Senin , 04 September 2017, 22:07 WIB

Wiranto: Uji Coba Nuklir Korut Ganggu Perdamaian

Red: Ratna Puspita
EPA / KCNA
Uji coba rudal balistik yang dilengkapi dengan sistem panduan presisi, di lokasi yang dirahasiakan di Utara Korea.
Uji coba rudal balistik yang dilengkapi dengan sistem panduan presisi, di lokasi yang dirahasiakan di Utara Korea.

REPUBLIKA.CO.ID, JAKARTA — Menteri Koordinator Bidang Politik, Hukum, dan Keamanan Wiranto menilai uji coba senjata nuklir berupa bom hidrogen yang dilakukan Korea Utara pada Minggu (3/9) dapat mengganggu perdamaian. "Sudah jelas, percobaan nuklir memanaskan situasi perdamaian regional," ujar Wiranto di Kantor Kemenko Polhukam di Jakarta, Senin (4/9).

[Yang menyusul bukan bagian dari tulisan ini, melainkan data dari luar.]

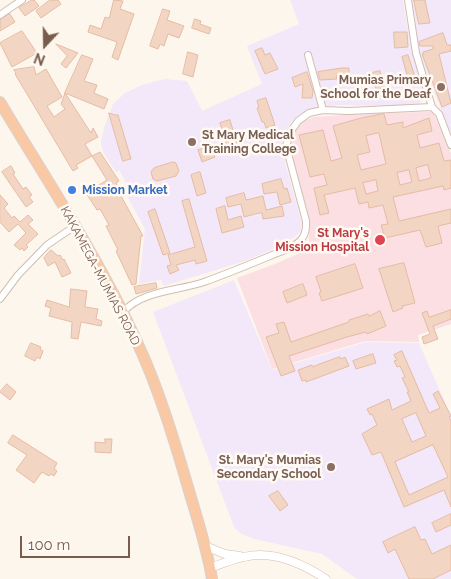 <!DOCTYPE html>
<style>
body{margin:0}
#map{position:relative;width:451px;height:579px;overflow:hidden;background:#fdf6ec;font-family:Raleway,sans-serif}
canvas{display:block}
.north{position:absolute;left:20px;top:20px;width:50px;height:50px;-webkit-text-stroke:4px #fffaf3;paint-order:stroke;rotate:201deg;font-size:14px;font-weight:700;line-height:20px;text-align:center;color:#7a5c4d}
.north::after{content:'';display:block;margin:auto;width:18px;height:22px;background:#7a5c4d;clip-path:polygon(50% 0,100% 100%,50% 72%,0 100%)}
.scale{position:absolute;left:20px;top:536px;width:110px;height:22px;box-sizing:border-box;border:2px solid #7a5c4d;border-top:0;padding-left:6px;font-size:15px;line-height:18px;white-space:nowrap;color:#7a5c4d;-webkit-text-stroke:4px #fffaf3;paint-order:stroke}
</style>
<div id="map">
<canvas width="451" height="579"></canvas>
<div class="north">N</div>
<div class="scale">100 m</div>
</div>
<script>
const c = document.querySelector('canvas').getContext('2d');
c.lineJoin = 'round';
function fillPath(path, color) { c.fillStyle = color; c.fill(path, 'evenodd'); }
function trace(path, color, width, dash) { c.strokeStyle = color; c.lineWidth = width; c.lineCap = dash ? 'butt' : 'round'; c.setLineDash(dash || []); c.stroke(path); }
function write(font, color, halo, rows, align = 'center') {
  c.font = font + ' Raleway,sans-serif'; c.lineWidth = 5; c.setLineDash([]); c.textBaseline = 'middle'; c.strokeStyle = halo; c.fillStyle = color; for (const [text, x, y, turn = 0] of rows) {
    c.save(); c.translate(x, y); c.rotate((+turn || 0) * Math.PI / 180); c.textAlign = isNaN(turn) ? turn : align; if (halo) c.strokeText(text, 0, 0); c.fillText(text, 0, 0); c.restore();
  }
}
fillPath(new Path2D(`
 M290,0H403L407,25L424,92V98L421,102L416,105L401,106L338,105L307,111L300,114L292,121L287,129L282,143L286,166L302,223L301,231L295,237L271,250L245,261L164,286L161,280L139,284L145,229L126,194L130,190L119,170L116,172L103,152L101,142L104,128L113,104L125,93L142,85L165,79L187,81L202,111L262,84L247,46L299,24Z
 M412,0H451V141L440,107L419,55Z
 M234,280L272,370L366,342L419,343L451,416V579H357L322,554L254,539L240,533L234,527L153,312Z`), '#f3e8fa');
fillPath(new Path2D(`
 M432,112L434,114L451,153V324L418,335L419,342L365,341L272,369L237,278L275,264L298,254L309,242L308,225L288,146L292,133L302,121L314,117L372,113Z`), '#fbdfe3');
const building = new Path2D(`
 M32,0H34L39,6L25,16L19,8Z
 M50,0H58L61,4L41,18L36,11Z
 M114,0L123,1L120,9L134,14L118,60L112,57L117,42L88,32L90,25L101,29L105,17L109,18Z
 M414,0H425L430,23L419,24Z
 M163,9L170,11L167,20L184,26L179,38L168,34L164,46L160,44L158,49L150,46Z
 M10,14L15,22L0,31V20Z
 M195,19L201,21L200,24L211,28L209,34L192,28Z
 M22,31L37,53L12,67L0,43Z
 M394,32H407L408,47L395,48Z
 M443,33L447,45H451V51L439,54L451,103L442,107L422,54H424L423,52L433,49V46H420L419,42Z
 M56,44L78,53L66,68L61,64L67,56Z
 M262,48L265,55L270,53L278,69L265,74L255,51Z
 M188,52L198,55L193,77L183,74Z
 M82,55L93,59L84,81L97,85L94,93L108,99L104,109L65,93Z
 M408,55L416,80L409,82L402,57Z
 M34,67L36,75L46,69L62,97L47,106L54,117L65,109L61,104L65,93L91,133L93,128L98,137L85,144L92,156L100,152L119,181L116,183L123,195L121,196L143,236H141L136,284L132,285L116,251L118,250L106,226L109,225L100,209L97,210L86,193L107,180L92,156L76,165L78,168L73,171L15,74L16,73L14,70Z
 M342,68H349V75L336,76L337,79L320,80L318,72Z
 M380,71L384,88L376,89L372,73Z
 M307,72L313,91L312,98H302L303,84L295,87L292,78Z
 M266,98L275,125L266,128L264,122H262L257,108L259,107L257,101Z
 M109,113L115,115H118L131,159L123,161Z
 M384,114L387,125L403,122V128L429,118L432,131L417,135L420,148L439,143L444,161L451,160V188L444,190L443,186L393,197L399,221L451,209V223L438,226L442,243L426,247L420,230L385,238L381,225L388,224L383,205L369,208L368,202L359,204L355,188L324,195L329,213L320,215L314,188L327,185L324,174L310,177L299,135L323,130L331,161L342,158L333,126L361,118ZM379,133L386,164L361,170L357,155L370,152L366,136ZM428,165L431,178L419,181L416,168ZM409,170L412,182L400,185L397,173ZM376,180L378,191L366,194L363,183Z
 M230,120L238,147L228,150L220,123Z
 M211,146L215,157L202,162L198,150Z
 M173,162L176,163L179,171L176,176L157,181L153,179L151,172L154,168Z
 M11,166L15,173L13,174L23,189L26,187L32,195L29,197L33,202L26,207L2,172Z
 M200,172L206,193L197,196L191,175Z
 M281,179L284,189L287,188L291,202L280,205L277,192L264,194L262,184Z
 M244,193L246,200L263,196L266,210L282,206L284,216L263,219L262,213H259L244,217L241,204L228,207L226,198Z
 M0,195L8,204L4,208L12,218L14,216L20,222L28,215L33,220L28,224L38,234L26,245L28,247L24,251L22,248L20,250L14,245L26,233L18,224L9,232L0,222Z
 M189,199L207,261L196,264L195,260L176,265L179,270L170,274L167,266L171,265L168,255L195,247L182,201Z
 M225,206L228,220L241,216L244,227L222,233L216,209Z
 M155,209L170,253L163,255L148,212Z
 M51,250L58,256L60,255L63,260L64,259L71,273L62,277L55,262L48,266L44,258Z
 M404,263L415,303L402,306L403,308L393,312L379,269Z
 M355,264L363,288L322,301L319,293L321,292L316,277Z
 M156,283L157,288L136,294L134,287Z
 M303,284L307,295L287,303L283,292Z
 M71,289L87,291L85,307L98,309L96,319L102,321L101,326L81,322L78,339L71,338L72,322L49,316L51,308L45,306L47,300L69,307Z
 M451,310V319L433,326L438,339L424,344L422,337L430,334L422,313L427,311L429,317Z
 M380,311L386,326L367,334L366,332L347,337L289,356L295,371L281,376L266,337L279,333L276,324L284,322L291,342L349,322V320L368,314L369,316Z
 M31,343L41,347L40,349L43,351L40,359L37,357L35,361L25,356Z
 M402,351L429,413L440,408L433,394L438,391L451,416L449,417L451,421V507L444,490L404,507L381,452L372,455L362,434L377,425L372,414L370,415L367,409L389,399L392,410L411,401L407,392H409L402,378L405,377L400,366L397,367L394,361L397,360L394,355ZM416,413L426,436L412,442L402,419ZM433,445L448,477L409,495L395,462Z
 M373,354L376,363L356,369L353,361Z
 M340,357L341,359L345,357L349,366L306,382V380L302,381L298,370L312,365L313,367L317,365Z
 M7,384L16,392L10,400L0,392Z
 M13,435L57,463L54,469L57,471L54,476L51,474L49,476L42,472L34,483L16,470L27,455L8,443Z
 M105,439H112L111,453L95,452V442L105,443Z
 M278,491L288,505L280,511L269,496Z
 M451,514V525L436,532L432,523Z
 M415,527L421,540L425,539L432,554L451,545V570L433,579H409L395,549L388,553L383,542Z`);
fillPath(building, '#f3d5c3');
trace(building, '#e6bba3', 1);
const minor = new Path2D(`
 M408,0L416,53L432,107
 M0,15L22,0
 M308,55L323,110
 M0,299L18,275L47,245L75,226
 M123,312C143,290 178,291 204,282C232,272 260,260 287,249C301,243 307,236 306,221L286,146L291,131L298,121L309,113L323,110L349,111L432,107L439,114L451,145`);
const tertiary = new Path2D(`
 M205,546L225,554L240,556
 M210,568C221,564 233,559 244,557C272,550 303,564 326,579`);
const trunk = new Path2D(`
 M0,102C47,181 99,258 137,342C158,387 173,436 187,484C196,515 207,547 212,579`);
trace(minor, '#d1beb0', 8);
trace(tertiary, '#d1beb0', 9);
trace(trunk, '#dad1cd', 12);
trace(minor, '#fff', 6);
trace(tertiary, '#fff', 8);
trace(trunk, '#f9c8a4', 10);
for (const [x, y, r, color] of [
 [441,87,5,"#8d6e63"],
 [192,142,5,"#8d6e63"],
 [72,190,5,"#3f7fe0"],
 [380,240,6,"#e0444e"],
 [331,467,5,"#8d6e63"]
]) { const dot = new Path2D(); dot.arc(x, y, r, 0, 2 * Math.PI); c.fillStyle = color; c.fill(dot); trace(dot, '#fffaf3', 2); }
write('bold 12px', '#785e54', '#fffaf3', [
 ["Mumias Primary",431,80],
 ["School for the Deaf",431,94],
 ["St Mary Medical",202,135,"left"],
 ["Training College",202,149,"left"],
 ["St. Mary's Mumias",321,460],
 ["Secondary School",321,474]
], 'right');
write('bold 12px', '#366cbe', '#fffaf3', [
 ["Mission Market",82,190]
], 'left');
write('bold 12px', '#be3a42', '#fffaf3', [
 ["St Mary's",369,233],
 ["Mission Hospital",369,247]
], 'right');
write('12px', '#7a5c4d', '#fffaf3', [
 ["KAKAMEGA-MUMIAS ROAD",100,276,62]
]);
</script>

Karena itu, mantan Panglima TNI ini menuturkan kegiatan uji coba nuklir ke-6 milik Korea Utara tersebut tidak dibenarkan. Bahkan, dilarang untuk dilakukan oleh negara manapun.

Menko Polhukam juga menegaskan Pemerintah Indonesia mengecam tindakan negara yang dipimpin Kim Jong-un itu.  "Kita dari dahulu konsisten tidak setuju ada kegiatan-kegiatan yang justru mengancam keamanan kawasan. Kita selalu memberikan satu kecaman tertentu kepada negara-negara yang tidak mematuhi perjanjian internasional," ujar dia.

Sebelumnya, Pemerintah Indonesia, melalui keterangan pers Kementerian Luar Negeri, menyatakan mengecam uji coba senjata nuklir yang dilakukan Korea Utara karena tindakan tersebut telah melepaskan berbagai materi radioaktif yang dapat membahayakan lingkungan dan kesehatan populasi di berbagai kawasan.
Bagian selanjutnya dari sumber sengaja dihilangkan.